Some other things I tried to help build my memory were following a routine (I'd try to sit down and read at the same time each day); writing everything on my calendar (never would I again trust that I'd remember important things like doctor appointments after missing one that I waited five months for). I made sure to keep up with my exercise schedule, as I knew that exercise helps build stronger brain connections and helps strengthen your memory.
And here's the biggest one: I tried to avoid, when I could, the thing that always gets me into trouble -- multi-tasking. I do think a lot of us confuse memory loss with the consequences of multi-tasking. After all, think about all the times you're juggling so many things at once that it's just impossible to do any one of those things without the other ones suffering. It's like cooking on a six-burner stove; something is bound to get forgotten and burned to a crisp.
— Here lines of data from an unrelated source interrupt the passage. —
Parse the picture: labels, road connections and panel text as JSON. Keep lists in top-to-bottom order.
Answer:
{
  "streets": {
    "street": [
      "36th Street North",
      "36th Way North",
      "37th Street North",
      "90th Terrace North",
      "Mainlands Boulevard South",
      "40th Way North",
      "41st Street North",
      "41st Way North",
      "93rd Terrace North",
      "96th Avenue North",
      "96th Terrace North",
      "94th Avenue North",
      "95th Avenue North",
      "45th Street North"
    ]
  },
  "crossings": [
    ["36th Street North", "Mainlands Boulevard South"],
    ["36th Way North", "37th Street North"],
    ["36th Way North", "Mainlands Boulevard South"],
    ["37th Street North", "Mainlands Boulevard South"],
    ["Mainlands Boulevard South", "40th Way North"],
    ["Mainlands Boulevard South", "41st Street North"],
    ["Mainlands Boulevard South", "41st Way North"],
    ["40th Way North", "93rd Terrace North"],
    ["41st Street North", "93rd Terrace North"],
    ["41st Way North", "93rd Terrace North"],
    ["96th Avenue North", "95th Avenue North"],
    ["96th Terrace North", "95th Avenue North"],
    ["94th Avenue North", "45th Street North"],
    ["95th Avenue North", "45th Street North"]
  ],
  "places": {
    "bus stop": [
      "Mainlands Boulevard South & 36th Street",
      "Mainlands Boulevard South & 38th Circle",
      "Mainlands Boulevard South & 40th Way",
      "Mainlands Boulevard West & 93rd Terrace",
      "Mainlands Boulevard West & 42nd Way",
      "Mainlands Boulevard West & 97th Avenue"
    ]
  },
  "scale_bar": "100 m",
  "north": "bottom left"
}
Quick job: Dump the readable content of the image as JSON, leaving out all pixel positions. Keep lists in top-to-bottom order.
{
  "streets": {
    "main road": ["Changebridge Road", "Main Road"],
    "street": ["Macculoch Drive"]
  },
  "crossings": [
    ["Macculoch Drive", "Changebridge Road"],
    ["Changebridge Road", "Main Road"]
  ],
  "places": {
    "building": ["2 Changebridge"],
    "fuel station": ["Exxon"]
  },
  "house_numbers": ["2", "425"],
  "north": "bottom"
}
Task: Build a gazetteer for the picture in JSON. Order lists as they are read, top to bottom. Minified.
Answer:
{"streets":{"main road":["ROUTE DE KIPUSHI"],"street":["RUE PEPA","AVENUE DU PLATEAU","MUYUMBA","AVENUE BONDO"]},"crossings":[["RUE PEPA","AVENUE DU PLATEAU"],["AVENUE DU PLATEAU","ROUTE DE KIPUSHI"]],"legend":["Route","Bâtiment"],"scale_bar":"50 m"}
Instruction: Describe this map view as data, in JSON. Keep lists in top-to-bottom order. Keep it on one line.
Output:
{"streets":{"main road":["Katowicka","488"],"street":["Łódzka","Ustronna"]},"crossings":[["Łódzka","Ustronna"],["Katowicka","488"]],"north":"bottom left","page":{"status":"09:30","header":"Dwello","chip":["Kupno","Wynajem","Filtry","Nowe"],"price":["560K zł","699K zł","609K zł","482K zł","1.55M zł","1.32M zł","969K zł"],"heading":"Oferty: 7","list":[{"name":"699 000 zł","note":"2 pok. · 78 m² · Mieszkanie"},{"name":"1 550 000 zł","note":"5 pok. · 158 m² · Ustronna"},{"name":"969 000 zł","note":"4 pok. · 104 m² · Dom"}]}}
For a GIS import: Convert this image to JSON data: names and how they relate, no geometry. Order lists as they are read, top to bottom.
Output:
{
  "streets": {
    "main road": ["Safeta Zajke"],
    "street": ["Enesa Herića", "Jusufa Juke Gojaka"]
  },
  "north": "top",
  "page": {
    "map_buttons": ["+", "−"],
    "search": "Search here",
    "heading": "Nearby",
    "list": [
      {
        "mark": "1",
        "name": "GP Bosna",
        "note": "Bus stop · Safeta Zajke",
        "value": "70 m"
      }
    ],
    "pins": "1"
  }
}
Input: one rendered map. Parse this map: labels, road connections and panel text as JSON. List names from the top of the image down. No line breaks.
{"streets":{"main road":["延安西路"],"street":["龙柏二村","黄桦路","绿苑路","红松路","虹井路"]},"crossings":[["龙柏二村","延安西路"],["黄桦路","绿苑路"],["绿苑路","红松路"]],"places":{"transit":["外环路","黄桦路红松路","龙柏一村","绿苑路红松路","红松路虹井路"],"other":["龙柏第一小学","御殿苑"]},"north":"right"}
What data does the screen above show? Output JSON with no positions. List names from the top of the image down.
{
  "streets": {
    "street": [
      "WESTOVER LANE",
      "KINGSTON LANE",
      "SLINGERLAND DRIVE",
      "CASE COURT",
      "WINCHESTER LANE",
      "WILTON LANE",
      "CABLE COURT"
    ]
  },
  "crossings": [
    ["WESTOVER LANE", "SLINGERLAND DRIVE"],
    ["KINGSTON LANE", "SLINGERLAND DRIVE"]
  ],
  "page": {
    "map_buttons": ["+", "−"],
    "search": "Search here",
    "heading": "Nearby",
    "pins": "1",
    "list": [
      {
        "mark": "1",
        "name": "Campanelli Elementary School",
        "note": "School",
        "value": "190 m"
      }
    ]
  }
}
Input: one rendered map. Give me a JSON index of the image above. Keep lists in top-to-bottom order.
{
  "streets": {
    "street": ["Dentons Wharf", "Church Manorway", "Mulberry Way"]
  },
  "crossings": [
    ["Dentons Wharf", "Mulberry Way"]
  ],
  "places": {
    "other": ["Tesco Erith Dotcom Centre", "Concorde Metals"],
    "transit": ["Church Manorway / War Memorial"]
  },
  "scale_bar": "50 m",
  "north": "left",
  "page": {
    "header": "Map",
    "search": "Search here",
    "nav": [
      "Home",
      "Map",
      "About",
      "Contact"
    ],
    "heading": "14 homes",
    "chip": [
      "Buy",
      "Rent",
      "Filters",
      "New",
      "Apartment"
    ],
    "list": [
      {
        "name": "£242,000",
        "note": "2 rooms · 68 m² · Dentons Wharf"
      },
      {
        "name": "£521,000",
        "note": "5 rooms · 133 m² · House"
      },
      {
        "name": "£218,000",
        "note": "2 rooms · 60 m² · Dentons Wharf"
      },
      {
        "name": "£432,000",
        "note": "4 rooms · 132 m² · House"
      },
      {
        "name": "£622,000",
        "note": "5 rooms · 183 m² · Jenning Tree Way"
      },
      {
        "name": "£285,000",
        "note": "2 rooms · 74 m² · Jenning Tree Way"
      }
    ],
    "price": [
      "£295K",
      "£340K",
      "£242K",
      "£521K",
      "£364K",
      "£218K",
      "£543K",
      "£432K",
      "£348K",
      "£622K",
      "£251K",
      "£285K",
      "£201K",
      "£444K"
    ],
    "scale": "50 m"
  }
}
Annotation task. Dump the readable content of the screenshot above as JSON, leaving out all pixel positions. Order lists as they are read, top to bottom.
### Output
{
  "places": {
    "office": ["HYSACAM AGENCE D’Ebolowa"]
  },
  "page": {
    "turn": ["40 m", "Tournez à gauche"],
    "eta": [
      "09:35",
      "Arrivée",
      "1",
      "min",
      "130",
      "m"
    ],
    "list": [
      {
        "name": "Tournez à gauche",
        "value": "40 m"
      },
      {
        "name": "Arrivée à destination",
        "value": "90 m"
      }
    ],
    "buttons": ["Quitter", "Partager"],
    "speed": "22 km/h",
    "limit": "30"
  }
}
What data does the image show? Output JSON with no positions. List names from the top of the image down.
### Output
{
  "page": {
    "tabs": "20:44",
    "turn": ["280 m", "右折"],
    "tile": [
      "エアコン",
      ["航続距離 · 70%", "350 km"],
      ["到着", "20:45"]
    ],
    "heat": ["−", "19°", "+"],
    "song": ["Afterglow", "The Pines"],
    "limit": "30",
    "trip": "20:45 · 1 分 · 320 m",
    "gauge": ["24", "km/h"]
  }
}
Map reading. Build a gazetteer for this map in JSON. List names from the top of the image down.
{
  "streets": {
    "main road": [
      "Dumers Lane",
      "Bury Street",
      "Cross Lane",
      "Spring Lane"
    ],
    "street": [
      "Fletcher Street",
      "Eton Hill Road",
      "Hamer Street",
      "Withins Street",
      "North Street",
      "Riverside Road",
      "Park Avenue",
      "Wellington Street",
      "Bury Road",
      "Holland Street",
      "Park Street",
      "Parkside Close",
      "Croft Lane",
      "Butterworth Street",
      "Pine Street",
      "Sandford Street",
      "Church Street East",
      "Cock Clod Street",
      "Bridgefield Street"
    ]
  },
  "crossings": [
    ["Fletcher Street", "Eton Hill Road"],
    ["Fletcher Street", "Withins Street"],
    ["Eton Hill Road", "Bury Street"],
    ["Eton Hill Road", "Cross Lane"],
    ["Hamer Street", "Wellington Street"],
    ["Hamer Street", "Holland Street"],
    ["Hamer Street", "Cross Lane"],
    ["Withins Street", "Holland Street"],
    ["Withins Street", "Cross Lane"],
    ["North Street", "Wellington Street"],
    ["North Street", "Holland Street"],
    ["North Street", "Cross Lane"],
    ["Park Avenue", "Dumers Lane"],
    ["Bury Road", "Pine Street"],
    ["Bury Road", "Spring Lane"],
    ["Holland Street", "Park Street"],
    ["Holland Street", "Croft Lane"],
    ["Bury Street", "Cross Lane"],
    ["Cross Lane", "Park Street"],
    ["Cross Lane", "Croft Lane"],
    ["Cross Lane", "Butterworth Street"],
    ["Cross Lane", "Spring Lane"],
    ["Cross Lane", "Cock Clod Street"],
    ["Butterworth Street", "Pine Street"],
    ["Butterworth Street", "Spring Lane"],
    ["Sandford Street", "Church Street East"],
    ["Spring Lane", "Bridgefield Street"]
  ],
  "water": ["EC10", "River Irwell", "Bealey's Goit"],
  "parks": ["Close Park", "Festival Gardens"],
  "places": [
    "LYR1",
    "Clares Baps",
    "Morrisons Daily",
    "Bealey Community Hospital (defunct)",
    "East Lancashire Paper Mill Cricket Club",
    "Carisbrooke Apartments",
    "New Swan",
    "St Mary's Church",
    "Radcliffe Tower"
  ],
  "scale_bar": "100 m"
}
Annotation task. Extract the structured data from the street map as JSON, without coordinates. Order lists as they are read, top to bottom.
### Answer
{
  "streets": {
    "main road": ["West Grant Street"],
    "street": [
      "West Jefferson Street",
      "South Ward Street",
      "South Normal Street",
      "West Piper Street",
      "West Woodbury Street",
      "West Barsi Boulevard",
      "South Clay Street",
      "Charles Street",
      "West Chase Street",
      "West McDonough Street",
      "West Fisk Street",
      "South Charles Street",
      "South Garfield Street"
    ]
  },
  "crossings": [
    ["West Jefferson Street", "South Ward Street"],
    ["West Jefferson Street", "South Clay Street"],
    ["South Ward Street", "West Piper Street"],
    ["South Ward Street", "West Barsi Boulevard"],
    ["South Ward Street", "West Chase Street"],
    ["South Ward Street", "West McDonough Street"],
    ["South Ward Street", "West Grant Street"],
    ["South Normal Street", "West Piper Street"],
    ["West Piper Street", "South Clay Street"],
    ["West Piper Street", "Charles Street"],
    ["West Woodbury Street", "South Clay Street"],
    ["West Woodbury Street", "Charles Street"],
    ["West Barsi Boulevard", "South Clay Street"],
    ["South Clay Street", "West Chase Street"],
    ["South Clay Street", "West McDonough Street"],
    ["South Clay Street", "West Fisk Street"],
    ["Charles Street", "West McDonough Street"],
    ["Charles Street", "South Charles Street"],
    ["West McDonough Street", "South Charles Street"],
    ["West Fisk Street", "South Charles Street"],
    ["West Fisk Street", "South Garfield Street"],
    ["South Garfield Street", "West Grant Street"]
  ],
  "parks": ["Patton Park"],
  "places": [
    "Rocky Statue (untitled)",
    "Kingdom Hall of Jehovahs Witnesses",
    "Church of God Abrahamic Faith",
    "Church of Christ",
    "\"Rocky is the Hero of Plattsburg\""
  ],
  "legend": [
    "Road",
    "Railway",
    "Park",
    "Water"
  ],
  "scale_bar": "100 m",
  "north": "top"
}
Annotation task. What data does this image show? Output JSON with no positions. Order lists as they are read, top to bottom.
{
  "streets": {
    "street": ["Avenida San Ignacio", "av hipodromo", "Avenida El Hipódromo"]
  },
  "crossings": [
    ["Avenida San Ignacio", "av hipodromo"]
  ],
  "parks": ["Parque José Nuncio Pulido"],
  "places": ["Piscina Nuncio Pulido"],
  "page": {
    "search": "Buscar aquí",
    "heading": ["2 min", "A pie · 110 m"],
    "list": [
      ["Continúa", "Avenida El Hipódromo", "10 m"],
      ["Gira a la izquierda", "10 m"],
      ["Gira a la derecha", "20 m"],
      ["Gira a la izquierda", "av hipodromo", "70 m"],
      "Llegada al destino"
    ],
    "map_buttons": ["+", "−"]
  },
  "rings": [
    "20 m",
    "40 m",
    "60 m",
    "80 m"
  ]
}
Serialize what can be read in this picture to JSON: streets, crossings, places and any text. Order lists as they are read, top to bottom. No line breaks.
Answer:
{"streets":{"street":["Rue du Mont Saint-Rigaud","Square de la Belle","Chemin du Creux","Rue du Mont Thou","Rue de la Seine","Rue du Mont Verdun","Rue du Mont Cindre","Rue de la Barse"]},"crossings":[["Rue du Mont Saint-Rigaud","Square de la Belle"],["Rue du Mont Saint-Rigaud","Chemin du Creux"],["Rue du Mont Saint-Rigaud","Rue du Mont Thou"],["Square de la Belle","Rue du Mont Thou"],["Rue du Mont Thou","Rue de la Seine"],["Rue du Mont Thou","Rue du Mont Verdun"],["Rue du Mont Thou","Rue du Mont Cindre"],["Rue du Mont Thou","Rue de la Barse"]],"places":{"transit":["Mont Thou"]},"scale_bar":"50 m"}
As I started to say earlier, I managed to lose my cell phone. One minute it was in my hand and the next -- pffft -- like magic, it was gone. I spent the good part of a day looking for it, checking every possible place I could have left it -- the car, my pocket, the closet, the bathroom, even the garbage... twice each time. I tried calling my own number, hoping to be led to the missing phone like Hansel and Gretel tried with breadcrumbs. But like the hungry birds that ate said breadcrumbs, something equally hungry devoured my phone. Finally resigned to the fact that I'd have to buy a new one, I decided to make a special dinner that night. After all, my family had all been so supportive of my attempts at shutting out the world to do my never-ending stream of homework. They deserved a great home-cooked meal; a nice change from their junk food dinners.
As I opened the freezer to take out some shrimp, I heard a familiar ring. My phone! Mystified, I frantically dug through the bags of frozen berries and bread until I found it. And then I remembered. I must have absentmindedly released the cell phone from my grip the day before when I returned from food shopping. While I was loading the freezer with my new purchases, rushing to get downstairs to read, the dog began to bark.
A cute little girl was at the door, selling Girl Scout cookies. How could I resist the S'mores, my all-time favorites? Hold on, I said, let me get my checkbook out of my bag. Somewhere between the freezer and the front door, to my pocketbook and back again, my cell phone dropped from my grip, ending up in the deep freeze.
Cell phone scampi, anyone?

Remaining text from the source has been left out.